Offers and requests

Black security guard: Hello, and welcome to Urban Outfitters. Break it down, break it down, break it down, break it down, break it down…

–Urban Outfitters, 6th Ave

Security guy to woman whose bag is in the machine: Lady, there is something Batman-shaped in your bag. Do you have Batman in your bag? Are you aware that you are not allowed to take American heroes out of the country?

–LaGuardia

Overheard by: Susan

Big security guard: Put your IDs in the air! … And wave ’em around like you just don’t care!

–NYU SIlver Building

Security guard, into walkie talkie: Ice, get your balls out of your wife’s purse, and kick that guy out!

–Music Hall of Williamsburg, Jonathan Richman concert

Overheard by: j-bones

Middle-aged black woman: William Shatner should run for president or governor or mayor or something… He’s got the charisma.

–Staten Island Ferry snack bar

Overheard by: Stephanie

Hobo spinning in circles: ‘Bout time we got some poontang in the White House!
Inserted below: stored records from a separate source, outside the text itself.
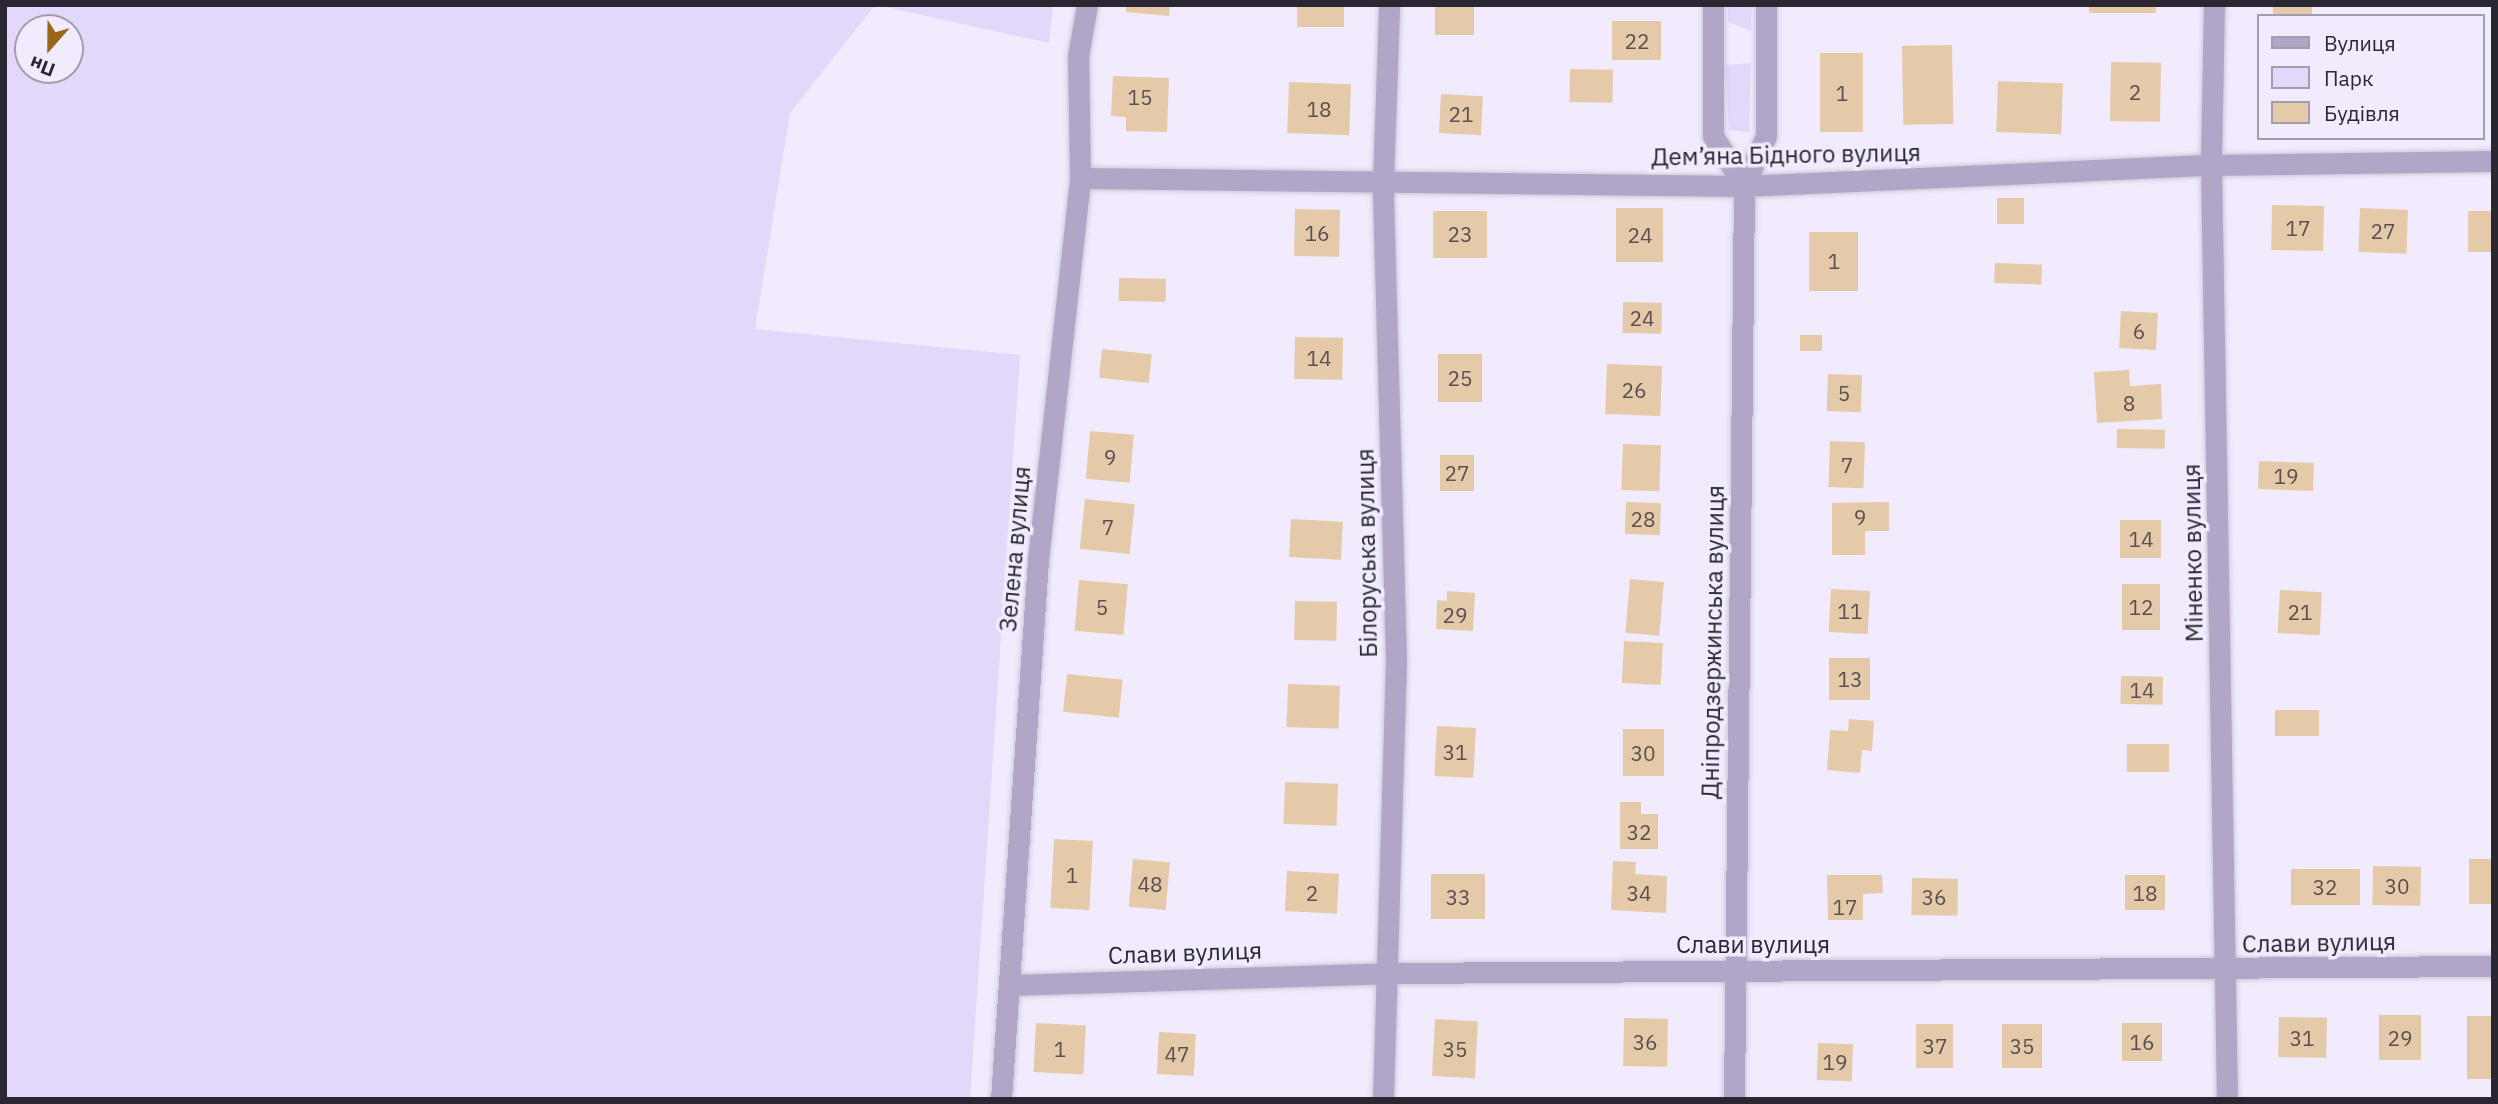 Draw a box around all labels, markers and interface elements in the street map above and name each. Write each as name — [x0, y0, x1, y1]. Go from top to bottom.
north arrow — [14, 14, 84, 84]
legend — [2256, 14, 2484, 140]
house number: 22 — [1624, 28, 1650, 54]
text: Вулиця — [2324, 29, 2396, 57]
text: Пн — [26, 51, 58, 82]
text: Парк — [2324, 64, 2374, 92]
house number: 2 — [2129, 79, 2141, 105]
house number: 1 — [1836, 80, 1848, 106]
house number: 15 — [1127, 84, 1153, 110]
house number: 18 — [1306, 96, 1332, 122]
text: Будівля — [2324, 99, 2400, 127]
house number: 21 — [1448, 101, 1474, 127]
street label: Дем’яна Бідного вулиця — [1651, 138, 1921, 172]
house number: 17 — [2285, 215, 2311, 241]
house number: 27 — [2370, 218, 2396, 244]
house number: 16 — [1304, 220, 1330, 246]
house number: 23 — [1447, 221, 1473, 247]
house number: 24 — [1627, 222, 1653, 248]
house number: 1 — [1828, 248, 1840, 274]
house number: 24 — [1629, 305, 1655, 331]
house number: 6 — [2133, 318, 2145, 344]
house number: 14 — [1306, 345, 1332, 371]
house number: 25 — [1447, 365, 1473, 391]
house number: 26 — [1621, 377, 1647, 403]
house number: 5 — [1838, 380, 1850, 406]
house number: 8 — [2123, 390, 2135, 416]
house number: 9 — [1104, 444, 1116, 470]
street label: Білоруська вулиця — [1351, 448, 1383, 658]
house number: 7 — [1841, 452, 1853, 478]
house number: 27 — [1444, 460, 1470, 486]
house number: 19 — [2273, 463, 2299, 489]
street label: Міненко вулиця — [2177, 464, 2209, 642]
street label: Зелена вулиця — [993, 465, 1037, 633]
street label: Дніпродзержинська вулиця — [1696, 485, 1730, 799]
house number: 9 — [1854, 504, 1866, 530]
house number: 28 — [1630, 506, 1656, 532]
house number: 7 — [1102, 514, 1114, 540]
house number: 14 — [2128, 526, 2154, 552]
house number: 5 — [1096, 594, 1108, 620]
house number: 12 — [2128, 594, 2154, 620]
house number: 11 — [1837, 598, 1863, 624]
house number: 21 — [2287, 599, 2313, 625]
house number: 29 — [1442, 602, 1468, 628]
house number: 13 — [1837, 666, 1863, 692]
house number: 14 — [2129, 677, 2155, 703]
house number: 31 — [1442, 739, 1468, 765]
house number: 30 — [1630, 740, 1656, 766]
house number: 32 — [1626, 819, 1652, 845]
house number: 1 — [1066, 862, 1078, 888]
house number: 48 — [1137, 871, 1163, 897]
house number: 30 — [2384, 873, 2410, 899]
house number: 32 — [2312, 874, 2338, 900]
house number: 2 — [1306, 880, 1318, 906]
house number: 34 — [1626, 880, 1652, 906]
house number: 18 — [2132, 880, 2158, 906]
house number: 33 — [1445, 884, 1471, 910]
house number: 36 — [1921, 884, 1947, 910]
house number: 17 — [1832, 894, 1858, 920]
street label: Слави вулиця — [2242, 927, 2396, 959]
street label: Слави вулиця — [1676, 931, 1830, 959]
street label: Слави вулиця — [1107, 936, 1263, 970]
house number: 31 — [2289, 1025, 2315, 1051]
house number: 29 — [2387, 1025, 2413, 1051]
house number: 36 — [1632, 1029, 1658, 1055]
house number: 16 — [2129, 1029, 2155, 1055]
house number: 37 — [1922, 1033, 1948, 1059]
house number: 35 — [2009, 1033, 2035, 1059]
house number: 1 — [1054, 1036, 1066, 1062]
house number: 35 — [1442, 1036, 1468, 1062]
house number: 47 — [1164, 1041, 1190, 1067]
house number: 19 — [1822, 1049, 1848, 1075]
There’s a first time for everything!

–117th & Broadway

Overheard by: Vicksburg

Thug, watching Elliot Spitzer and Chuck Schumer drive by: Who da fuck these niggas?

–Super Bowl Parade

Overheard by: No idea

Scholar: I’m voting for Osama Barack.

–F train

Overheard by: Terrorized

Conductor: Grand Central Station. Two and Three trains across the platform. Change here for the Seven, A, C, E, and shuttle to Times Square. Vote Obama.

–1 train, Grand Central

Drunk guido during post-Super Bowl rioting: I mean, who cares who the next president is after this?

–52nd & 2nd

Overheard by: NCS

Conductor: Attention, everyone, we are not interviewing for train conductors! Stop trying to control the doors — that’s my job. We are, however, seeking passengers. Please enter the train and sit down to be interviewed for that position.

–1 train, 125th St

Overheard by: Jeff McCrum

Clearly intoxicated girl: I decided to go from working to doing a lot of drugs…

–42nd & 8th

Overheard by: ADA

20-something: You know, I’m just lucky I have a job at all! I mean, I did go to state school!

–Morton & Hudson

Overheard by: Sam

Emo teen, running taking pictures: See, this is why I got fired from American Apparel — because I would come into work acting like this!

–Vanessa’s Dumplings, E 14th & 3rd

Overheard by: Maggie Elisabeth

Lady on a Bluetooth: Girl, you’ve got CEO dreams with a McDonald’s work ethic.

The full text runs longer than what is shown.